▸ **WHAT THIS TASK INVOLVES**
Please write out the listing beneath this sentence exactly, from its first line to the line with "background:#f2f2f3; color:#2b2b33; height:100vh;", and stop there.

▸ **INPUT FOR THIS TASK**
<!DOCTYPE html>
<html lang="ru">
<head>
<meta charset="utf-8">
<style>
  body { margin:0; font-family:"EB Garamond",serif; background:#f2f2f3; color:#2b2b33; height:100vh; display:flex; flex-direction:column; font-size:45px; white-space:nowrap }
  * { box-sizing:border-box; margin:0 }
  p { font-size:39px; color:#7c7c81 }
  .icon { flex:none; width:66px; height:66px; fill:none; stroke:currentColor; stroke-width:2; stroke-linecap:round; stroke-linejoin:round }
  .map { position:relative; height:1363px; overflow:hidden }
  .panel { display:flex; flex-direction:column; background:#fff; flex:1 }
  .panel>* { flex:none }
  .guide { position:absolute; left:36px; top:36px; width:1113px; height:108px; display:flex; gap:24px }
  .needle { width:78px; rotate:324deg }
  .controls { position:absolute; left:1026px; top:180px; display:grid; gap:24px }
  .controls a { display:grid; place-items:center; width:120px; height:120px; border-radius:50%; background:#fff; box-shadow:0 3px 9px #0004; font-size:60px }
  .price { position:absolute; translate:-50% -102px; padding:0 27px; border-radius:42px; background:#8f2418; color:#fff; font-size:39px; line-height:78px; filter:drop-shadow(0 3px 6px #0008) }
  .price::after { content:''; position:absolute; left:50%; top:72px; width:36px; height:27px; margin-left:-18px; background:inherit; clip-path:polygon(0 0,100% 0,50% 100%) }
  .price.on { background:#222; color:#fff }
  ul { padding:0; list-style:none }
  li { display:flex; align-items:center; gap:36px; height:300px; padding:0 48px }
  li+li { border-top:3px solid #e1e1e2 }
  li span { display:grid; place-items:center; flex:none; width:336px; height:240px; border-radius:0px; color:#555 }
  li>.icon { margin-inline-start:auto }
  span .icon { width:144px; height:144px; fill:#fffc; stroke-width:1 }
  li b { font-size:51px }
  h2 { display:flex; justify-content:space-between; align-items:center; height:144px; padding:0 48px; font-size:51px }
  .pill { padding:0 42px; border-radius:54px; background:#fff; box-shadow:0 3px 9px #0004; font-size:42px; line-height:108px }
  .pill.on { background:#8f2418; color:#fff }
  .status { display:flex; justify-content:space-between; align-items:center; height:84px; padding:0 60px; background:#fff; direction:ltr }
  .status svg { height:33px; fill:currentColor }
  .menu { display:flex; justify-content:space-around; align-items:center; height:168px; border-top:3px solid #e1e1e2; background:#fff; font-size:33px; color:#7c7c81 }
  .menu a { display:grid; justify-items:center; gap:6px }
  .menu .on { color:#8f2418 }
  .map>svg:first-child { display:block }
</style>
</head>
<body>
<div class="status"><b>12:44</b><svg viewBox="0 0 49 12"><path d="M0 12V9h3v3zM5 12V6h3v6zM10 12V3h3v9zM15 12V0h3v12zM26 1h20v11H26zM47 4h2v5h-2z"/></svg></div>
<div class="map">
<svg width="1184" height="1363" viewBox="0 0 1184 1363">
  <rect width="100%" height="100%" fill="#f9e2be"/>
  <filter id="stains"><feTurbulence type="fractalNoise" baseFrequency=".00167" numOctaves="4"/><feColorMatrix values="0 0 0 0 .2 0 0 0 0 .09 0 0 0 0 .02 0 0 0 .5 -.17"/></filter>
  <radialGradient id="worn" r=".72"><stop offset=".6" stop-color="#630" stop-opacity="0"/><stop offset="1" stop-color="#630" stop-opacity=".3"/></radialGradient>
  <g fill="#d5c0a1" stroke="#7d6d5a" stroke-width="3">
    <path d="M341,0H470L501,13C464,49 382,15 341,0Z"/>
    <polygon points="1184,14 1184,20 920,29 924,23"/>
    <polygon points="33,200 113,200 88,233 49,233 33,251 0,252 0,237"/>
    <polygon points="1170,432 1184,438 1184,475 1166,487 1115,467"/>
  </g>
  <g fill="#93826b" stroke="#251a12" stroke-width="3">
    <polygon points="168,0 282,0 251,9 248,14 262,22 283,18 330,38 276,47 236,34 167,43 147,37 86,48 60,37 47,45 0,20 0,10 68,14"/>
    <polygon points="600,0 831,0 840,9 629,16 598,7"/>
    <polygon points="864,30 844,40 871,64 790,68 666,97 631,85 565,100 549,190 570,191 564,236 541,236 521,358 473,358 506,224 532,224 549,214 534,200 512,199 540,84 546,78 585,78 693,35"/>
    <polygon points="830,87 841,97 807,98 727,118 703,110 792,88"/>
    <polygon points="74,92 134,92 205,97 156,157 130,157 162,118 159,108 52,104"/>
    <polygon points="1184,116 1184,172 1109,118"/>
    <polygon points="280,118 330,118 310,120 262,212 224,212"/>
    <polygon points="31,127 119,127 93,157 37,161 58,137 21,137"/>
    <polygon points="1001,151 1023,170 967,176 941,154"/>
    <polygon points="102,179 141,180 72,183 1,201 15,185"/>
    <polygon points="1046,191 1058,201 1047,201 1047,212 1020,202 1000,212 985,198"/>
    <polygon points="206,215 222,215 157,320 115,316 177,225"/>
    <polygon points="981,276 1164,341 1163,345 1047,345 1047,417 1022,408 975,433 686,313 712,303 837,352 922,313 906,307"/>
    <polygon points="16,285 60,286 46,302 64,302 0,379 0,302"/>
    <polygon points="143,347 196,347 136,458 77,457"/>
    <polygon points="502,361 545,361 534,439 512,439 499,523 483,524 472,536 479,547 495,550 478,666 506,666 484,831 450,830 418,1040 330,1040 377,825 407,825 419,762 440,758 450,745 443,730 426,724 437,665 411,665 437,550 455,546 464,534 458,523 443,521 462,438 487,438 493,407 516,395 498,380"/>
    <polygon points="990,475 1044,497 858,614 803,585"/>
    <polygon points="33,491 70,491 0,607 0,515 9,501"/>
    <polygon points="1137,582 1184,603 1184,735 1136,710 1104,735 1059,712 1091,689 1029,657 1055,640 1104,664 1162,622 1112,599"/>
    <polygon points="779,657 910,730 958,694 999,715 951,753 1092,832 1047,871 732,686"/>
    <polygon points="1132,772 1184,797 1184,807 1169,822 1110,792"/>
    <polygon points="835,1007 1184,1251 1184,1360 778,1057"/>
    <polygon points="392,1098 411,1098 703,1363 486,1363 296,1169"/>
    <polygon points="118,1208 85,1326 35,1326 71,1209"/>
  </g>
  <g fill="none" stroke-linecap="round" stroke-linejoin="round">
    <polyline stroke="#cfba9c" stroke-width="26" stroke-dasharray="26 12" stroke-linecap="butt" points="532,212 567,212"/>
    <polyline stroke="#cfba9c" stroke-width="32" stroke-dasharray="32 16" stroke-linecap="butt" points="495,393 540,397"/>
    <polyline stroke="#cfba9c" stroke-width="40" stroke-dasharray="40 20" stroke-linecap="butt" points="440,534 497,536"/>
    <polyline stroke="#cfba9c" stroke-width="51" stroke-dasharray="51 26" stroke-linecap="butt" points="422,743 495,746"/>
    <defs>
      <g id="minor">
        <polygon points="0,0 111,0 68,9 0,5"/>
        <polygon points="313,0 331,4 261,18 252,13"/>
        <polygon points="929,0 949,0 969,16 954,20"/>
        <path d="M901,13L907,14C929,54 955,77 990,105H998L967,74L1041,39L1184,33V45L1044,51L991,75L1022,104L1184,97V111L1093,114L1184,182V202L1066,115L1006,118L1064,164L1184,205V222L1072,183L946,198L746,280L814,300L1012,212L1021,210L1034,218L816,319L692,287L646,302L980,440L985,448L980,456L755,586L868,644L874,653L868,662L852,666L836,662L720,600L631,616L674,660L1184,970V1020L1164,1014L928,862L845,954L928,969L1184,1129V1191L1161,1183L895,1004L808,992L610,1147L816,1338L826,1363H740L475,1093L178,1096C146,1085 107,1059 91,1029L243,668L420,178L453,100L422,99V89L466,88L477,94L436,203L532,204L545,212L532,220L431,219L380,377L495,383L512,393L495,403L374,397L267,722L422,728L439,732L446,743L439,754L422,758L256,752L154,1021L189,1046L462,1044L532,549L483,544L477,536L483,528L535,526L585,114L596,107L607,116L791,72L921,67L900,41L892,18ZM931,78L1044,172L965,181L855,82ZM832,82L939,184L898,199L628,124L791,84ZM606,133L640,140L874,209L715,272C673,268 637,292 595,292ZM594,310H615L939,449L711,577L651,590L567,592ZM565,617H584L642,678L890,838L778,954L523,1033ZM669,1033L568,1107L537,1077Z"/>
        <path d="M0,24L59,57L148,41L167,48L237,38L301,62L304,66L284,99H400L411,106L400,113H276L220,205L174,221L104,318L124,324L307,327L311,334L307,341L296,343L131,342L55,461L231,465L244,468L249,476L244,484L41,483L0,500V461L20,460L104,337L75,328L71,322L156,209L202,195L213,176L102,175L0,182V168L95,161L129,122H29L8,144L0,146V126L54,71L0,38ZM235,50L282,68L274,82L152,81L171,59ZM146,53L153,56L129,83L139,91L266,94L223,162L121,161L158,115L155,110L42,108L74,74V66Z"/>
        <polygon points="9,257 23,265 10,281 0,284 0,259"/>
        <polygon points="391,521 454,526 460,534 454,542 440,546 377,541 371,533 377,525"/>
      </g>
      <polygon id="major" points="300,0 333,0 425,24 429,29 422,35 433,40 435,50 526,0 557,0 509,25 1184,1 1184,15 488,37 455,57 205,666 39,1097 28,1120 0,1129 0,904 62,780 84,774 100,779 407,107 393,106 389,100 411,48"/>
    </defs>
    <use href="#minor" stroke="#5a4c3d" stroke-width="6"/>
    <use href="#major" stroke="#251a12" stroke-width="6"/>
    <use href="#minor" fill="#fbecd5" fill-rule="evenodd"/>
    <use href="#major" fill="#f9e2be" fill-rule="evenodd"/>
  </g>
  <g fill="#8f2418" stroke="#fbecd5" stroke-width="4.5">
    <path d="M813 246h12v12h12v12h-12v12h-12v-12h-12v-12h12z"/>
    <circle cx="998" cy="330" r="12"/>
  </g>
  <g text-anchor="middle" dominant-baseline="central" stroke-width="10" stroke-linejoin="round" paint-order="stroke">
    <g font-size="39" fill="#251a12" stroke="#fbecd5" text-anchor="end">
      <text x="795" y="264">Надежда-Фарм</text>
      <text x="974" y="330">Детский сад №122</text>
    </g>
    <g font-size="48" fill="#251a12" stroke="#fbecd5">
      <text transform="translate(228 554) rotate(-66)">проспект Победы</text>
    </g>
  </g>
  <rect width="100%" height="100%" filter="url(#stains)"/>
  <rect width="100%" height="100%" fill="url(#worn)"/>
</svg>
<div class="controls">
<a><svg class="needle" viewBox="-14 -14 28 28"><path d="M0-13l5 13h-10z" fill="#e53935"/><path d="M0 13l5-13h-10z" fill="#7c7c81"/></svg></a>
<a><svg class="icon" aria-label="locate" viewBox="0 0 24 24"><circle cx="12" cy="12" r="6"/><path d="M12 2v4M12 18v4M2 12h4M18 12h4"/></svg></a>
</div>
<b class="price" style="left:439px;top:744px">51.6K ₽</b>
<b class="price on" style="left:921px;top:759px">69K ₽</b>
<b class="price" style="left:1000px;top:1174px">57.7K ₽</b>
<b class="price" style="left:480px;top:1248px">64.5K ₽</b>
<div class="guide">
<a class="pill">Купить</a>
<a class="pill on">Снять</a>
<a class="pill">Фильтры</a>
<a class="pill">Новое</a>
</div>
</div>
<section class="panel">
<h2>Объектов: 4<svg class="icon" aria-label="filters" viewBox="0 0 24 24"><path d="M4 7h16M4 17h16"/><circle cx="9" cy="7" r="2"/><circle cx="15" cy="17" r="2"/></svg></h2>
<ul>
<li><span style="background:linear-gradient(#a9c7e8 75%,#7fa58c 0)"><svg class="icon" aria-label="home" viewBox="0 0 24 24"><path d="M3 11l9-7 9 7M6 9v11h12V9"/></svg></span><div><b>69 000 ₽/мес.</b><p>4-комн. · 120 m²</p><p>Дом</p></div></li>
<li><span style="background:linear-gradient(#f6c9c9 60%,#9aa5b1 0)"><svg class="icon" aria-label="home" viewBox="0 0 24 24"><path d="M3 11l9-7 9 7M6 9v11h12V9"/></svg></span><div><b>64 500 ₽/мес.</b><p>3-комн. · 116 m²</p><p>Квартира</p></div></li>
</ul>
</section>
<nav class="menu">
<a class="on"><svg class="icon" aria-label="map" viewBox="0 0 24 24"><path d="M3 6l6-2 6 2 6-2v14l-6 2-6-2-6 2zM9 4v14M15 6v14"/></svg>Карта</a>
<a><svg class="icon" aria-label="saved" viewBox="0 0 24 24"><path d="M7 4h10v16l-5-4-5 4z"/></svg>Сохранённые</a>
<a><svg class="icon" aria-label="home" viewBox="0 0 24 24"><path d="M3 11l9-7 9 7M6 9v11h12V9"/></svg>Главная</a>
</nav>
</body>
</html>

▸ **OUTPUT FOR THIS EXERCISE**
<!DOCTYPE html>
<html lang="ru">
<head>
<meta charset="utf-8">
<style>
  body { margin:0; font-family:"EB Garamond",serif; background:#f2f2f3; color:#2b2b33; height:100vh; display:flex; flex-direction:column; font-size:45px; white-space:nowrap }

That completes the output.